Tanah Rata, Banda Neira – Dinas Perpustakaan Daerah Kabupaten Maluku Tengah (Disperpusda Malteng) melakukan kunjungan kerja ke Perpustakaan Rumah Bambu Negeri Administratif Tanah Rata, Kecamatan Banda, Kamis (18/6/2026). Kunjungan tersebut bertujuan untuk melakukan penilaian terhadap kondisi dan perkembangan perpustakaan yang telah berdiri sejak tahun 2020, sekaligus mendorong peningkatan budaya baca dan kecakapan literasi masyarakat.
Dalam kegiatan tersebut turut hadir Kepala Dinas Perpustakaan Daerah Kabupaten Maluku Tengah, Bapak Yusran Usemahu, S.Sos bersama jajaran staf Disperpusda Malteng. Kehadiran mereka disambut oleh pemerintah negeri, pengelola perpustakaan, serta masyarakat yang selama ini aktif mendukung pengembangan Perpustakaan Rumah Bambu.
Kepala Disperpusda Maluku Tengah, Yusran Usemahu, dalam keterangan resminya menyampaikan bahwa keberadaan perpustakaan desa memiliki peran penting dalam meningkatkan kualitas sumber daya manusia melalui budaya membaca dan literasi.
"Kegiatan ini merupakan bagian dari upaya meningkatkan budaya baca dan kecakapan literasi masyarakat," ujar Usemahu.

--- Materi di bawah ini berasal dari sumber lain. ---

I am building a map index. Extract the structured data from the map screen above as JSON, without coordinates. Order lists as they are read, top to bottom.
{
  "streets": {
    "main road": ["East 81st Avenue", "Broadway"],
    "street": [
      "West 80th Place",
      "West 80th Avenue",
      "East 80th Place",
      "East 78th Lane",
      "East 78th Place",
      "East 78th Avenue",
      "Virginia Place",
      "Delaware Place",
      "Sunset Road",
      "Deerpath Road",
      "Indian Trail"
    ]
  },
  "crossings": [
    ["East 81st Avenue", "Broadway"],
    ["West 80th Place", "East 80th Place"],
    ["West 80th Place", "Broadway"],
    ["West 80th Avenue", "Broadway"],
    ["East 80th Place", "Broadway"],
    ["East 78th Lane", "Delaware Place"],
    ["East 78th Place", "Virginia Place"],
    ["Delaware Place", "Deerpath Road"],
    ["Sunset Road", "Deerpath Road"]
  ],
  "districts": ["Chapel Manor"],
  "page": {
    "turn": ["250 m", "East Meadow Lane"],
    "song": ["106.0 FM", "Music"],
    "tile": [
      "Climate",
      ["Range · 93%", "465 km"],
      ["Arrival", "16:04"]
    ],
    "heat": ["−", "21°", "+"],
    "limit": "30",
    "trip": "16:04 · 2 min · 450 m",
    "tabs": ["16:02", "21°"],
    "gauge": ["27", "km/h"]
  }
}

Ia mengapresiasi semangat masyarakat Negeri Tanah Rata yang secara mandiri membangun dan mengembangkan ruang perpustakaan sebagai pusat belajar dan literasi bagi warga. Menurutnya, berbagai fasilitas yang tersedia saat ini menunjukkan komitmen kuat masyarakat dalam menciptakan lingkungan yang mendukung pendidikan dan pengembangan pengetahuan.
"Perpustakaan Rumah Bambu memiliki potensi yang sangat baik. Tersedia ruang baca yang nyaman, koleksi buku bacaan, serta jaringan internet atau WiFi yang dapat dimanfaatkan masyarakat. Walaupun masih terdapat beberapa kekurangan, semangat yang ditunjukkan masyarakat dan pengelola perpustakaan patut diberikan apresiasi," katanya.

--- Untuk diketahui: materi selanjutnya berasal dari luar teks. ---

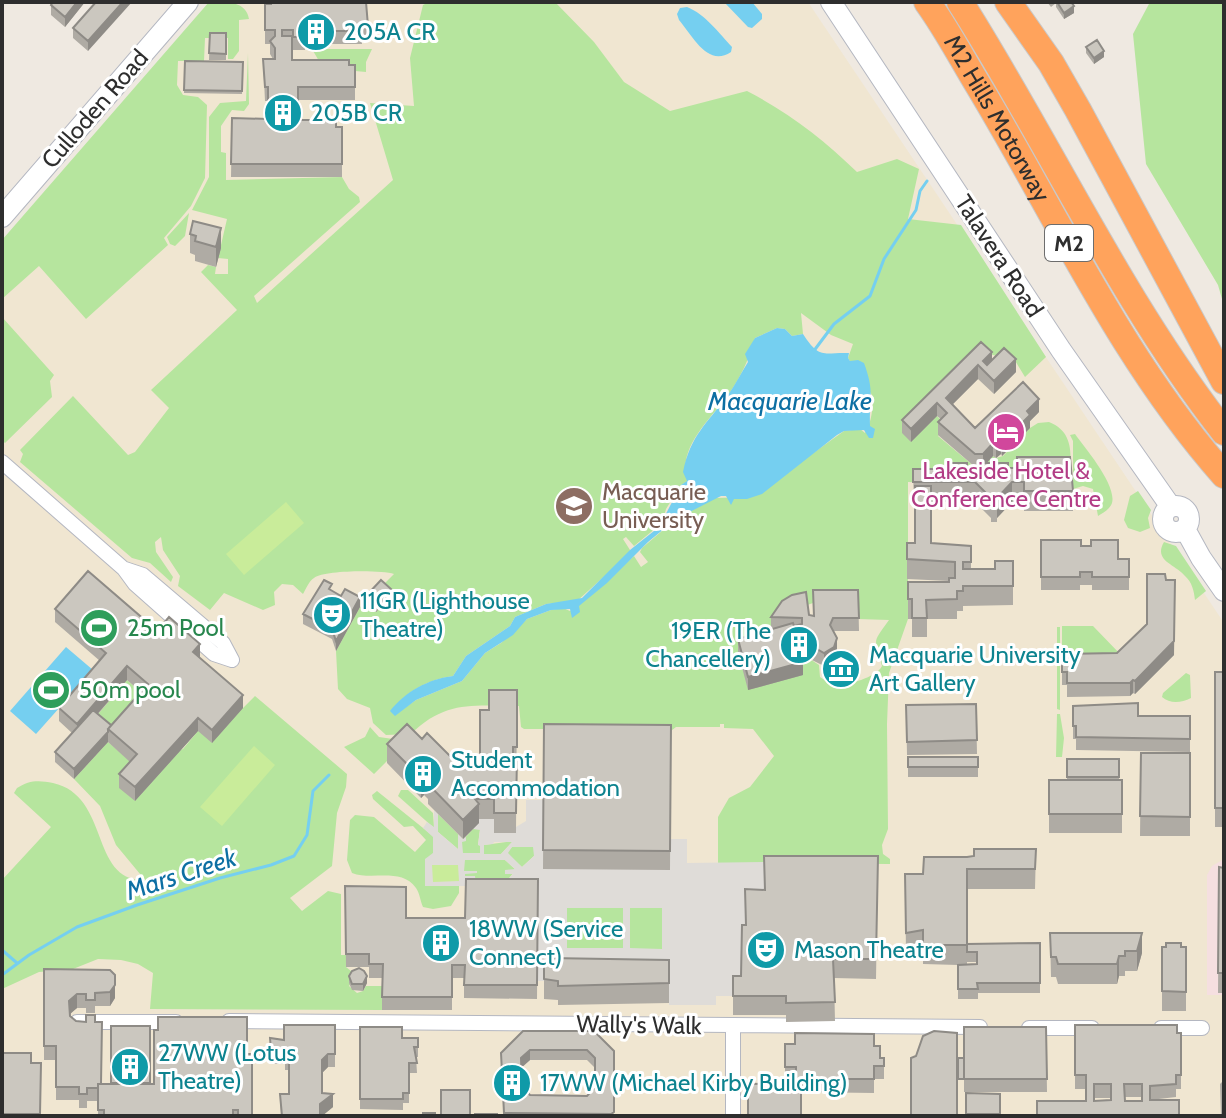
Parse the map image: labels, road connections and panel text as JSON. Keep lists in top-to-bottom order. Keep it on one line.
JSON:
{"streets":{"highway":["M2 Hills Motorway","M2"],"street":["Culloden Road","Talavera Road","Wally's Walk"]},"water":["Macquarie Lake","Mars Creek"],"places":{"building":["205A CR","205B CR","19ER (The Chancellery)","Student Accommodation","18WW (Service Connect)","27WW (Lotus Theatre)","17WW (Michael Kirby Building)"],"hotel":["Lakeside Hotel & Conference Centre"],"school or university":["Macquarie University"],"theatre":["11GR (Lighthouse Theatre)","Mason Theatre"],"sports":["25m Pool","50m pool"],"museum":["Macquarie University Art Gallery"]}}
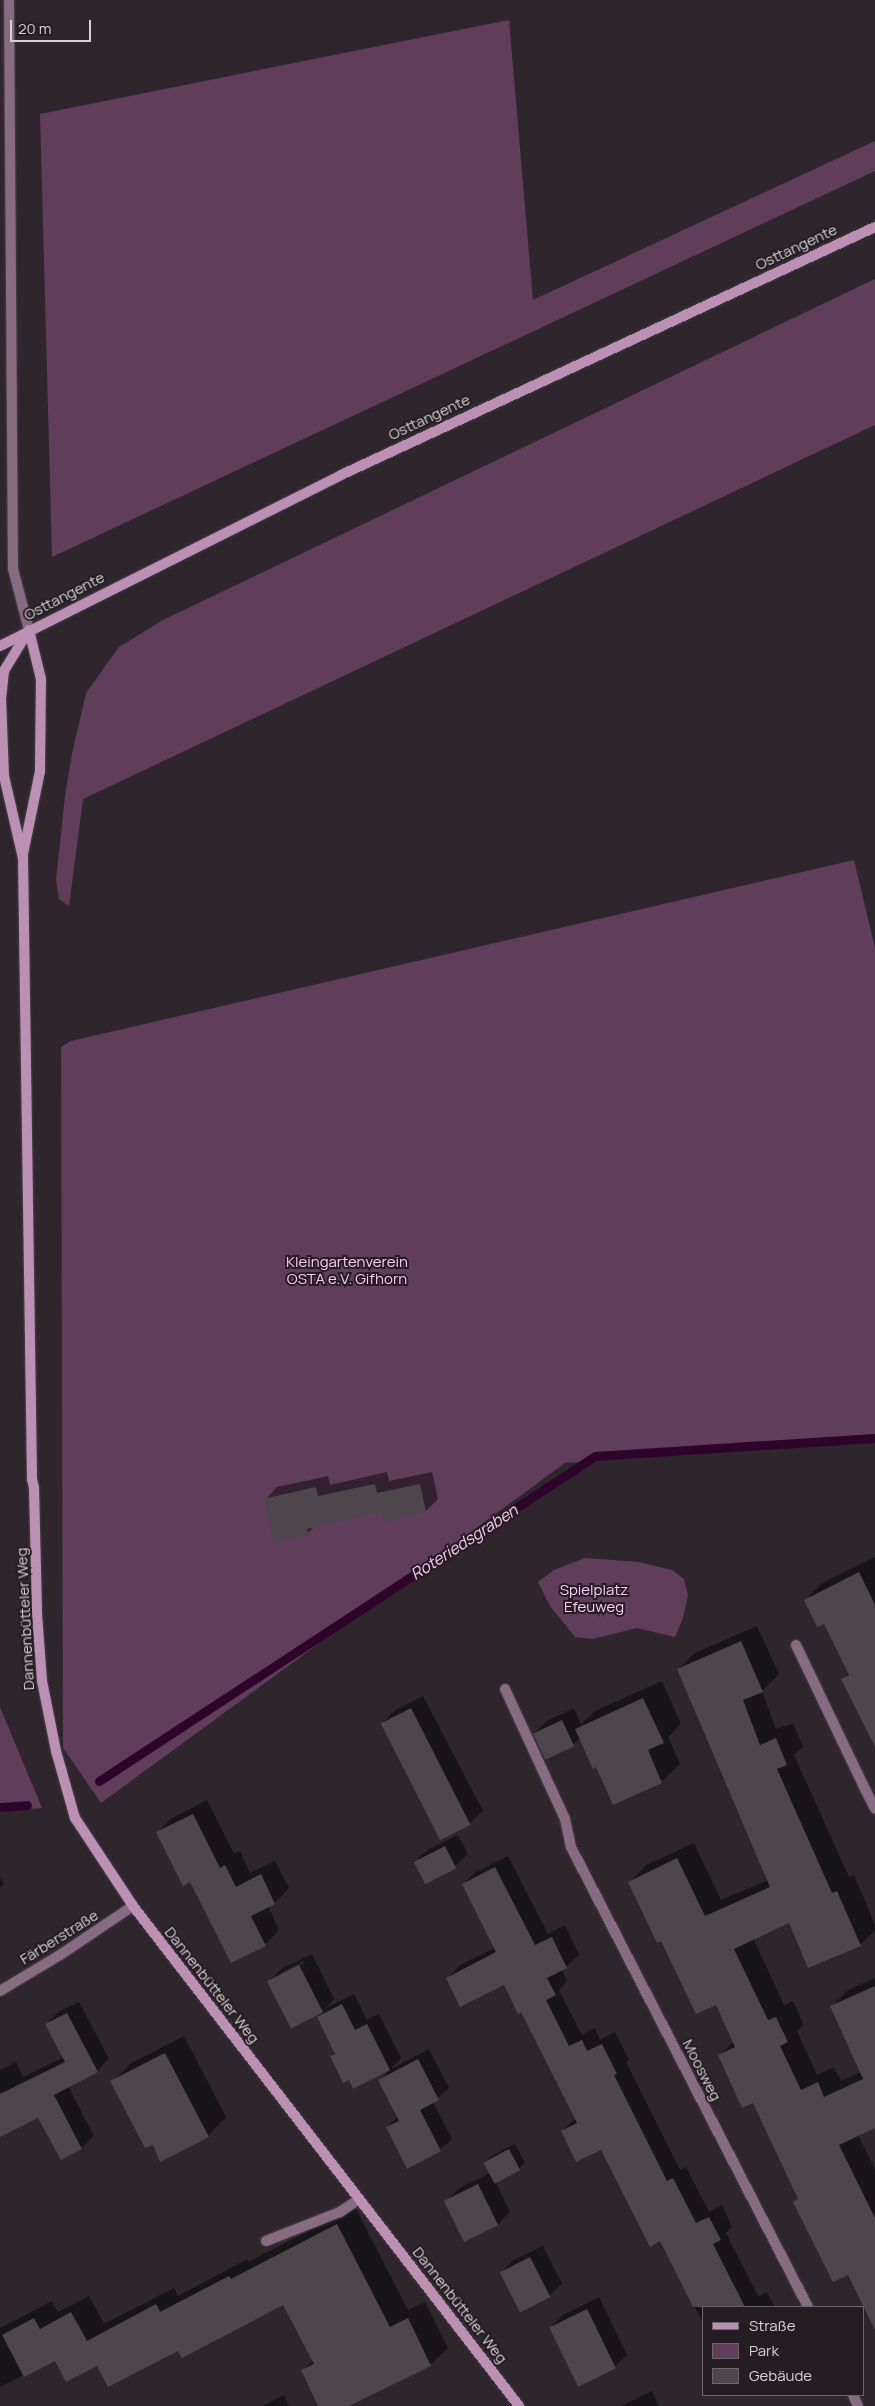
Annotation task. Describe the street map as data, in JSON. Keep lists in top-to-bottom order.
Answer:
{
  "streets": {
    "street": [
      "Osttangente",
      "Dannenbütteler Weg",
      "Färberstraße",
      "Moosweg"
    ]
  },
  "crossings": [
    ["Osttangente", "Dannenbütteler Weg"],
    ["Dannenbütteler Weg", "Färberstraße"]
  ],
  "water": ["Roteriedsgraben"],
  "parks": ["Kleingartenverein OSTA e.V. Gifhorn", "Spielplatz Efeuweg"],
  "legend": ["Straße", "Park", "Gebäude"],
  "scale_bar": "20 m"
}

Lebih lanjut, Usemahu mendorong agar berbagai program yang telah dijalankan oleh pengelola perpustakaan dapat terus ditingkatkan dan dikembangkan. Ia mencontohkan penyelenggaraan kegiatan edukatif seperti kursus bahasa Inggris, pelatihan keterampilan, kelas literasi digital, serta berbagai kegiatan pembelajaran lainnya yang dapat menarik minat masyarakat untuk berkunjung ke perpustakaan.
Sebagai bentuk dukungan nyata terhadap pengembangan literasi di Negeri Tanah Rata, Kepala Disperpusda Malteng juga menyampaikan komitmennya untuk membantu penambahan koleksi buku bagi Perpustakaan Rumah Bambu.
"Kami berjanji akan membantu menambah koleksi buku bacaan sebanyak 1.000 eksemplar agar masyarakat memiliki akses yang lebih luas terhadap sumber-sumber pengetahuan," ungkapnya.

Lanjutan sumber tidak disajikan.